UBC Theses and Dissertations
Therapeutic enactment : a case study of the experience of a Canadian military veteran Kerr, Mark Stuart
Much of the literature on therapeutic treatments for military personnel who have suffered an operational stress injury or PTSD from active duty focuses on individual therapy models. While models of group therapy for military veterans do exist, limited understanding of the impact of their process is known, particularly with Canadian military veterans.
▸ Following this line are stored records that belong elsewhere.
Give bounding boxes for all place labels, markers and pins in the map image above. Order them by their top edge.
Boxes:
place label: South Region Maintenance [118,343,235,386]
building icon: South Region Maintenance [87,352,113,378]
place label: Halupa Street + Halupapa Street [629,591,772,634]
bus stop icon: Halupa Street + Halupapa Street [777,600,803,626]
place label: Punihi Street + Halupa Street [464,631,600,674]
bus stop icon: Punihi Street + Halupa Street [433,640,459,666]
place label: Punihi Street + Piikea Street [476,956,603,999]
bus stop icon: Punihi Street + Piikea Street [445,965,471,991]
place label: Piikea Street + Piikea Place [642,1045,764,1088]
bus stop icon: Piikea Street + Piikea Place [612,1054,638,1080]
This study attempts to understand the experience of one particular type of group therapy called Therapeutic Enactment (TE) through the lens of a Canadian Armed Forces veteran. A case study research design was employed for this study. The participant of this study was a male, Canadian military veteran who had suffered an operational stress injury related to his role in the military and had completed at least one prior Therapeutic Enactment in relation to this difficulty. Data was collected through a 1-hour semi-structured, open-ended interview with a participant via a virtual recorded interview over Zoom. The results of the study were analyzed using the six-phase process of thematic analysis from Braun and Clarke (2006). Four main themes, each with two or three subthemes emerged from this data analysis. The four major themes were: 1) Trust, 2) Beneficial aspects of Therapeutic Enactment, 3) Challenges in Therapeutic Enactment, and 4) Recommendations for future Therapeutic Enactments. This study contributes to our overall understanding of how Therapeutic Enactment is experienced and gives guidance for practical application for clinicians. Implications for future research are also discussed.